Paul et Jeanne étaient restés calmes au milieu de cette marée montante d’insultes et de haine. Leur beau rêve se mourait parmi tant d’infamies. On les éclaboussait, on voulait les impliquer dans les rancunes paternelles. Ils ne pouvaient plus se parler, sans cesse espionnés par leur famille et leurs voisins, mais ils lisaient dans leurs regards quand ils se rencontraient, la foi intacte qu’ils s’étaient jurée.

Corriveau avait déjà vendu son plus beau cheval, celui dont se servait Paul pour se promener le dimanche, et deux de ses meilleures vaches afin de payer les premiers frais.

Le jour de l’ouverture de la cour arriva. La veille ce fut tout un déplacement de la paroisse. Les uns y allaient pour témoigner, les autres attirés par la curiosité.

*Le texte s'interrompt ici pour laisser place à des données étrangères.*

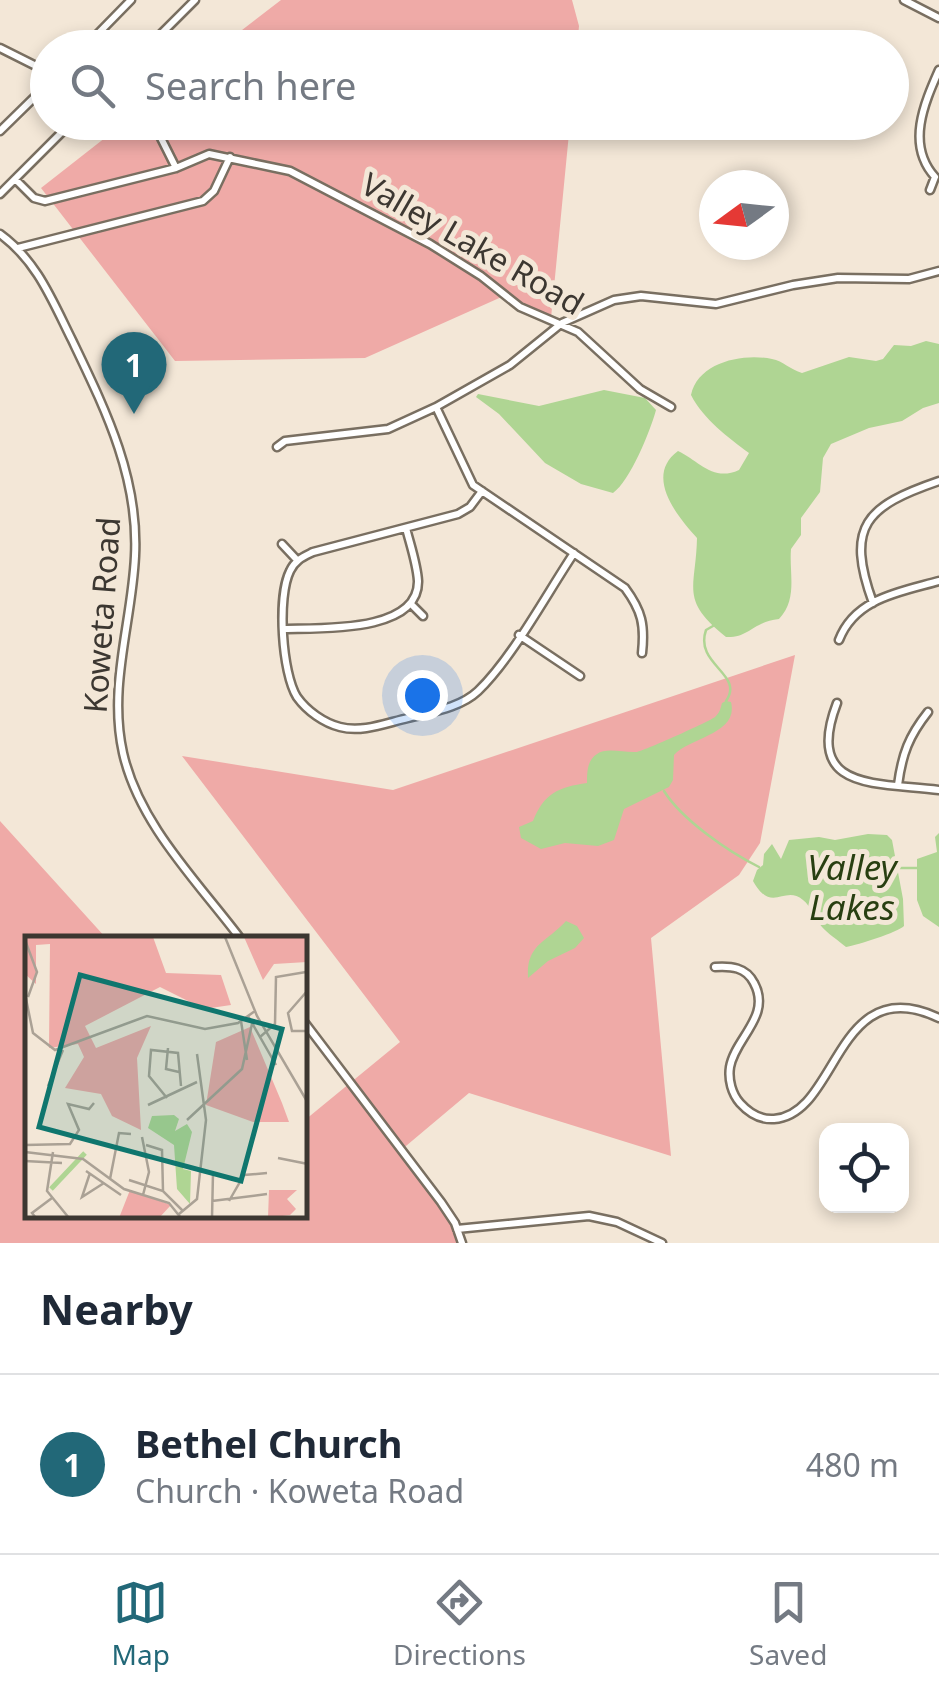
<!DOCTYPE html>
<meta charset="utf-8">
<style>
:root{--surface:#fff;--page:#f2f2f3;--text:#1f2937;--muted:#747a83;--line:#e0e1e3;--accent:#226878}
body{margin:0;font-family:"Noto Sans",sans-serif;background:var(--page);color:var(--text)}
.controls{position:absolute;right:30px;bottom:30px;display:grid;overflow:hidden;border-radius:20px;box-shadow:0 5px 15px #0003}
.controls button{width:90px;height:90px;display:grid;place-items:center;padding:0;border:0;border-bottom:2px solid var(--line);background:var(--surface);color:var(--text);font:50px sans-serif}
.compass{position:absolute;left:699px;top:170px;width:90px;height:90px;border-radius:50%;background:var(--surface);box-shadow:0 5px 15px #0003;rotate:255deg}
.you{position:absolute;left:422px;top:695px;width:35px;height:35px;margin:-25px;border:8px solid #fff;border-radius:50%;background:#1a73e8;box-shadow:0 0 0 15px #1a73e833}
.badge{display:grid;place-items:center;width:65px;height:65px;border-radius:50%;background:var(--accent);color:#fff;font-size:32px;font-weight:700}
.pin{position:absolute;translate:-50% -82px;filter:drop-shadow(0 2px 5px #0008)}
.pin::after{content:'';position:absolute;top:52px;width:35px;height:30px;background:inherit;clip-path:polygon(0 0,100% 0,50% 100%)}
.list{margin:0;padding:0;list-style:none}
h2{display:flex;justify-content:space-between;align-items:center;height:130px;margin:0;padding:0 40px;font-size:42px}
h2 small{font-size:32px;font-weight:400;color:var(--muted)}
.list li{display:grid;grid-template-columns:65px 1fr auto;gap:30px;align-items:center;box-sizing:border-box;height:180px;padding:0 40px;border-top:2px solid var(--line)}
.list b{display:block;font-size:38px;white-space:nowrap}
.list p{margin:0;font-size:32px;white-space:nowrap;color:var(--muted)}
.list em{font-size:32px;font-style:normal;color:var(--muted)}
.icon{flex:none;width:55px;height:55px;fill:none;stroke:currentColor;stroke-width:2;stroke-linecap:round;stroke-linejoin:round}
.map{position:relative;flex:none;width:939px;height:1243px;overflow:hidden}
.search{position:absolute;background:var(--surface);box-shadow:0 5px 15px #0003;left:30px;right:30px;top:30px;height:110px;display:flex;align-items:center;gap:25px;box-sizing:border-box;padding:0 35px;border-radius:55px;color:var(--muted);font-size:38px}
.sheet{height:310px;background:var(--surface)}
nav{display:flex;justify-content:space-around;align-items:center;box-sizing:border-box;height:140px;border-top:2px solid var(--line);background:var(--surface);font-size:28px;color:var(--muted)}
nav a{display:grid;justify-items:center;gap:5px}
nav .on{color:var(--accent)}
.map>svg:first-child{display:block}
.green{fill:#efaaa7}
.water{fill:#afd593}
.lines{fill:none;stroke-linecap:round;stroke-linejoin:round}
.stream{stroke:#afd593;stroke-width:2.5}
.minor-casing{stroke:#796f61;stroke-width:11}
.minor{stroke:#fff;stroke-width:6}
.labels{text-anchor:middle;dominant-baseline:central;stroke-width:10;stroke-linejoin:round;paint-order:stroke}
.street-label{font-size:32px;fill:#3c3731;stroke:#f3e7d7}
.water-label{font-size:35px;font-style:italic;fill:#283f11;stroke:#f3e7d7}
.inset-river{fill:none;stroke:#afd593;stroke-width:5}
.inset-road{fill:none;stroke:#aaa195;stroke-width:2.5}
.view{fill:#0f766e;fill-opacity:0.15;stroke:#0f766e;stroke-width:5}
.inset-edge{fill:none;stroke:#3c3731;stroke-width:5}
</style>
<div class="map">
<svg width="939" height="1243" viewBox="0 0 939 1243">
<rect width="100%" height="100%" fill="#f3e7d7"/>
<!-- green -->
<path class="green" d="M281 0H572L579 26 577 47H220Z
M124 123H570L551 318 534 315 506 295 365 358 175 361 41 188Z
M795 655 760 843 739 875 651 938 671 1156 469 1093 400 1151 457 1227 460 1243H0V821L106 938H28V1216H305V1120L400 1042 182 756 393 790Z"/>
<!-- water -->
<path class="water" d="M926 341 939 344V403L923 408 902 421 869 428 831 444 823 458 820 492 801 518V535L791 549C789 574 798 599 779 619 752 622 749 638 726 637 679 599 696 589 697 538 677 516 644 476 678 451 699 461 713 482 739 470L749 453C729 438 703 419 691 395 698 362 743 353 772 359 783 361 791 370 802 373L849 357 876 361 883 359 894 345 911 346Z
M604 390 645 398 656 410C650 432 630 481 613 493L581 484 545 463 499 414 476 397 478 394 539 406Z
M726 701 731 702C739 734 690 737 674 755L673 780 669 787 624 809 614 840 598 846 565 843 541 849 521 838 519 827 533 821C544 793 559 787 587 783 587 773 587 760 597 754 606 747 625 753 636 752 642 752 710 721 715 717 720 712 720 710 722 703Z
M939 833V927L923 916 917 900V859L937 852 935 837Z
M868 834 887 835 892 840 903 899 904 926C898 932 858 945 846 947 839 941 827 933 822 927 815 919 811 906 803 900 784 884 772 915 753 881L757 870 763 865 764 854 772 844 781 859 789 840 819 837 835 840Z
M566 921 577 926 584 938 575 948 548 961 528 978C526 944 546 943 566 921Z"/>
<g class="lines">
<!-- stream -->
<path class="stream" d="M713 626 706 630C694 665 745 674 726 701
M664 791C682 820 729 852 759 867
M897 868H917"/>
<defs>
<path id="minor" d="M904 0 939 18
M0 48 40 68 48 76
M84 48 131 0
M147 48 195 0
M153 122 176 168
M0 131 48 84
M935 177C906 145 924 104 939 70
M15 179 34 198 45 201 176 168 209 154 290 171 430 244 481 276 520 307 578 332 640 389 671 407
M930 190 935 177
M0 194 72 122
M0 234C37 261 52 300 72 340 105 409 139 477 135 556 132 622 108 686 123 753 139 824 197 881 240 938
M18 248 203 201 214 191 230 157
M436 407 473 485 625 588C642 611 645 625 642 653
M277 447 285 441 388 429 436 407 510 365 562 323 614 300 641 296 716 304 793 285 838 278 909 279 939 271
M482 491 470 507 458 514 313 552C303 557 295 560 290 571 277 597 282 673 297 697 307 711 324 723 340 727 362 733 386 723 408 718 431 712 460 708 478 691 513 657 546 595 574 553
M282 544 297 560
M873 603C845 526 866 506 939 481
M412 605 423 616
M285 629C320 628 419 633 418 581 417 564 410 544 406 528
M519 635 580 676
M839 640C855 598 900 592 939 581
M837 703C803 792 877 782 939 790
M898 785C902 754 909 736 928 712
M715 967C731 966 746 967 754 983 772 1016 735 1038 730 1067 728 1080 732 1094 740 1103 749 1113 760 1120 774 1119 839 1115 835 969 939 1018
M305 1023 441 1202 455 1223 462 1243
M457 1229 589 1216 617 1222 662 1243"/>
</defs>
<!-- minor casing -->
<use href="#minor" class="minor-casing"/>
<!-- minor -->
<use href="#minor" class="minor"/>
</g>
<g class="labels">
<!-- street labels -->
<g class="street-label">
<text transform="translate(473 243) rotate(30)">Valley Lake Road</text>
<text transform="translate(101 615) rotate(-86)">Koweta Road</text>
</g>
<!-- water labels -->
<g class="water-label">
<text x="852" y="866">Valley<tspan x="852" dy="40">Lakes</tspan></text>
</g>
</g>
<!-- overview -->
<g transform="translate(25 936)">
<rect width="282" height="282" fill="#f3e7d7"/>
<path d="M0 1H128L141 37 196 39 206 69 179 73 135 51 60 90 71 112 126 90 112 122 116 194 87 180 76 158 40 152 59 121 53 108 24 112 25 8 11 9V48L0 38ZM219 1H282V26L249 28 238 44ZM225 91 257 167 264 186H228L181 169 191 106ZM105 254 146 269 134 282H94ZM244 254H272L262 263 271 273 265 279 243 282Z" fill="#efaaa7"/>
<path d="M149 179 154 183 150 195 162 188 167 196 158 233 166 235 165 268 152 253 149 209 123 192 127 180Z" fill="#afd593"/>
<path class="inset-river" d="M26 253 60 217"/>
<path class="inset-road" d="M200 1 232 80 283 167M0 4 12 36 3 61M283 54 263 77 267 95H283M0 58 8 97 30 114 122 80 180 93 213 87 230 75M223 80 251 129M216 85 222 124M235 101 250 88 251 41 281 36M143 112 141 133 154 136M23 150 38 114M142 162 124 140 126 114 153 117 156 150M123 169 172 146M162 184 217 133 227 88M117 201 124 236 118 259M0 209 45 208 54 194 43 168 64 173 69 167M121 209 137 214 138 255M0 216 58 223 99 253 144 267 156 282M28 216 22 255 44 282M253 222 283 228M0 225 37 227M61 235 96 259M65 237 57 261 79 247M85 243 94 197 106 198M104 244 138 255 158 275M187 265 242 258M204 265 219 239 242 237M154 278 172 263 181 184 172 118M11 282 7 277 27 262M187 282 188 237"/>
<path class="view" d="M55 39 257 93 216 245 14 191Z"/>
<rect width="282" height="282" class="inset-edge"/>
</g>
</svg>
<div class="controls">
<button><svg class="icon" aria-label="locate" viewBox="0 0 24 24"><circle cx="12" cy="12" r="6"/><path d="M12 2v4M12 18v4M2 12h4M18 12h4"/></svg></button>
</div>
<svg class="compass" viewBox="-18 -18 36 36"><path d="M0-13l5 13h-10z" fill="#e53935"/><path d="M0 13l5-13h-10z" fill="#747a83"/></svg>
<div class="you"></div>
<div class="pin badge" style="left:134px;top:414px">1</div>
<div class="search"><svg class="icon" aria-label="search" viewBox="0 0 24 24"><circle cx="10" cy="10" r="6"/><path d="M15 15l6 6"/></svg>Search here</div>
</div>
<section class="sheet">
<h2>Nearby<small></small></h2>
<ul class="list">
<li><span class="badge">1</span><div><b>Bethel Church</b><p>Church · Koweta Road</p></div><em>480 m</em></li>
</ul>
</section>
<nav>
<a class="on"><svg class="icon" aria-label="map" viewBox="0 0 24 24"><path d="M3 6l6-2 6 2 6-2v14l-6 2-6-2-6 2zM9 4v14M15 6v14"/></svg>Map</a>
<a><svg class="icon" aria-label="directions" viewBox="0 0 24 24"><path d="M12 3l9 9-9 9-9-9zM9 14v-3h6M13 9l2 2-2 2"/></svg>Directions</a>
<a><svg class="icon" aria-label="saved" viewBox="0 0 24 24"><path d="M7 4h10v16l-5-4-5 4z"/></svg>Saved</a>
</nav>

On questionna, on fit contredire les témoins, on leur fit dire ce que l’on voulait, on brouilla les cartes déjà si obscures, enfin on accumula les dossiers qui se réfutaient. Les avocats parlèrent longuement, abondamment, et après une grande journée d’interrogatoires, de pourparlers, de plaidoyers, le juge ne trouva pas Lamarre coupable des accusations portées contre lui.

Corriveau avait donc perdu. Il s’en retourna chez lui, la rage au cœur. Il en appela à un tribunal supérieur. Il vendit d’autres vaches, hypothéqua sa propriété pour payer ses avocats et pour entreprendre un nouveau procès.

La cour fut convoquée pour la fin de mai. Corriveau avait négligé ses semences pour occuper son temps en démarches, en voyages, en visites chez les uns et chez les autres. Il y eut nouveau déploiement de force judiciaire. Juges, avocats, greffiers, shérifs, huissiers, témoins, enfin tout l’apparat dont se pare la justice. Après deux jours de séance, la cour maintint et confirma le premier jugement.

Corriveau avait encore perdu. Il rentra chez lui, cette fois, moins aigri que découragé, atterré et dégoûté.

Il vendit tout ce qu’il pouvait vendre pour recueillir l’argent dont il avait besoin. Il chercha à en emprunter. Personne ne voulait lui en avancer. Il devint insolvable.